** MATERIAL FOR THIS TASK follows **

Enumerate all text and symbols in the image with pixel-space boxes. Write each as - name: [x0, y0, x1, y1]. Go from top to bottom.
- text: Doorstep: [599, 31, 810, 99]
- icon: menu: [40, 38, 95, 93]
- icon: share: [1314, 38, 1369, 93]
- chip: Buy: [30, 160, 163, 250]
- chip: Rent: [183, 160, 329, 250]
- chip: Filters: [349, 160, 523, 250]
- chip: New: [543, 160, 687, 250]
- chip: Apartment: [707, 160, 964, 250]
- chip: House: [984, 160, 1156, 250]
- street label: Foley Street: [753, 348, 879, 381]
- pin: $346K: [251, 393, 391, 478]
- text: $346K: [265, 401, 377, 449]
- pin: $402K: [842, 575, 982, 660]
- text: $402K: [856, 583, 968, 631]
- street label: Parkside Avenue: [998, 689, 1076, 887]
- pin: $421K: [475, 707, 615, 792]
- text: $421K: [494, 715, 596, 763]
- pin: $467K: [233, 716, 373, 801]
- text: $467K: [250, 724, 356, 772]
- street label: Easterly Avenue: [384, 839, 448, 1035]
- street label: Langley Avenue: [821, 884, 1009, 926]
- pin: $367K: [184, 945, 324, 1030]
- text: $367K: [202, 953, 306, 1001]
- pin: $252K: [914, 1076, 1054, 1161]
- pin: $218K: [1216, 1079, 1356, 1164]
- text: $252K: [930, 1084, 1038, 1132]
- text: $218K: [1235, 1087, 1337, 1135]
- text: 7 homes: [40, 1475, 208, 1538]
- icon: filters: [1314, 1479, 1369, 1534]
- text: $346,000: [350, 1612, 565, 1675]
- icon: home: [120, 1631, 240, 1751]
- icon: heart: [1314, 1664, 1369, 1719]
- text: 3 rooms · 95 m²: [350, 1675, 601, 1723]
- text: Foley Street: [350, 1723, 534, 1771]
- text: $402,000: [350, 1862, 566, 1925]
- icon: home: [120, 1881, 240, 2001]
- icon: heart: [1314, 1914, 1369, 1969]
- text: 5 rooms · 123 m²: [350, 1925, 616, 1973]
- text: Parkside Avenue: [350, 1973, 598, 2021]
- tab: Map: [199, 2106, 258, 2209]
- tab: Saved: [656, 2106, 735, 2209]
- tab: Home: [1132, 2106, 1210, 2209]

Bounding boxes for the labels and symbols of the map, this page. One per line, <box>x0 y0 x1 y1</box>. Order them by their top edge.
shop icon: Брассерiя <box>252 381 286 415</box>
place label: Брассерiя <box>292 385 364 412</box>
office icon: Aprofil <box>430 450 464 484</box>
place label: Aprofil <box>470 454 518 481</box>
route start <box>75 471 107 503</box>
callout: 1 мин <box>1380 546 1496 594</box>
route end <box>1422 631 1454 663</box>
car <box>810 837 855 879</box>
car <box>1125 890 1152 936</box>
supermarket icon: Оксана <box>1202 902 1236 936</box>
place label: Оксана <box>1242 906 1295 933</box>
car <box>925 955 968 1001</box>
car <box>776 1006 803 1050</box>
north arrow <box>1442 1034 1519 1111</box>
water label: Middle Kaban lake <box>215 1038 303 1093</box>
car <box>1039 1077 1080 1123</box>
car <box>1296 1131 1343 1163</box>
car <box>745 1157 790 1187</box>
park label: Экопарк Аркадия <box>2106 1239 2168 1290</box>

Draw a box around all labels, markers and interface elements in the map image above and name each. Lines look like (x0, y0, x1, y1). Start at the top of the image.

** End of MATERIAL FOR THIS TASK **

AIM OF THE EXERCISE: Every line of the records should be reproduced exactly.

ANSWER BOX:
Enumerate all text and symbols in the image with pixel-space boxes. Write each as - name: [x0, y0, x1, y1]. Go from top to bottom.
- text: Doorstep: [599, 31, 810, 99]
- icon: menu: [40, 38, 95, 93]
- icon: share: [1314, 38, 1369, 93]
- chip: Buy: [30, 160, 163, 250]
- chip: Rent: [183, 160, 329, 250]
- chip: Filters: [349, 160, 523, 250]
- chip: New: [543, 160, 687, 250]
- chip: Apartment: [707, 160, 964, 250]
- chip: House: [984, 160, 1156, 250]
- street label: Foley Street: [753, 348, 879, 381]
- pin: $346K: [251, 393, 391, 478]
- text: $346K: [265, 401, 377, 449]
- pin: $402K: [842, 575, 982, 660]
- text: $402K: [856, 583, 968, 631]
- street label: Parkside Avenue: [998, 689, 1076, 887]
- pin: $421K: [475, 707, 615, 792]
- text: $421K: [494, 715, 596, 763]
- pin: $467K: [233, 716, 373, 801]
- text: $467K: [250, 724, 356, 772]
- street label: Easterly Avenue: [384, 839, 448, 1035]
- street label: Langley Avenue: [821, 884, 1009, 926]
- pin: $367K: [184, 945, 324, 1030]
- text: $367K: [202, 953, 306, 1001]
- pin: $252K: [914, 1076, 1054, 1161]
- pin: $218K: [1216, 1079, 1356, 1164]
- text: $252K: [930, 1084, 1038, 1132]
- text: $218K: [1235, 1087, 1337, 1135]
- text: 7 homes: [40, 1475, 208, 1538]
- icon: filters: [1314, 1479, 1369, 1534]
- text: $346,000: [350, 1612, 565, 1675]
- icon: home: [120, 1631, 240, 1751]
- icon: heart: [1314, 1664, 1369, 1719]
- text: 3 rooms · 95 m²: [350, 1675, 601, 1723]
- text: Foley Street: [350, 1723, 534, 1771]
- text: $402,000: [350, 1862, 566, 1925]
- icon: home: [120, 1881, 240, 2001]
- icon: heart: [1314, 1914, 1369, 1969]
- text: 5 rooms · 123 m²: [350, 1925, 616, 1973]
- text: Parkside Avenue: [350, 1973, 598, 2021]
- tab: Map: [199, 2106, 258, 2209]
- tab: Saved: [656, 2106, 735, 2209]
- tab: Home: [1132, 2106, 1210, 2209]

Bounding boxes for the labels and symbols of the map, this page. One per line, <box>x0 y0 x1 y1</box>. Order them by their top edge.
shop icon: Брассерiя <box>252 381 286 415</box>
place label: Брассерiя <box>292 385 364 412</box>
office icon: Aprofil <box>430 450 464 484</box>
place label: Aprofil <box>470 454 518 481</box>
route start <box>75 471 107 503</box>
callout: 1 мин <box>1380 546 1496 594</box>
route end <box>1422 631 1454 663</box>
car <box>810 837 855 879</box>
car <box>1125 890 1152 936</box>
supermarket icon: Оксана <box>1202 902 1236 936</box>
place label: Оксана <box>1242 906 1295 933</box>
car <box>925 955 968 1001</box>
car <box>776 1006 803 1050</box>
north arrow <box>1442 1034 1519 1111</box>
water label: Middle Kaban lake <box>215 1038 303 1093</box>
car <box>1039 1077 1080 1123</box>
car <box>1296 1131 1343 1163</box>
car <box>745 1157 790 1187</box>
park label: Экопарк Аркадия <box>2106 1239 2168 1290</box>

Draw a box around all labels, markers and interface elements in the map image above and name each. Lines look like (x0, y0, x1, y1). Start at the top of the image.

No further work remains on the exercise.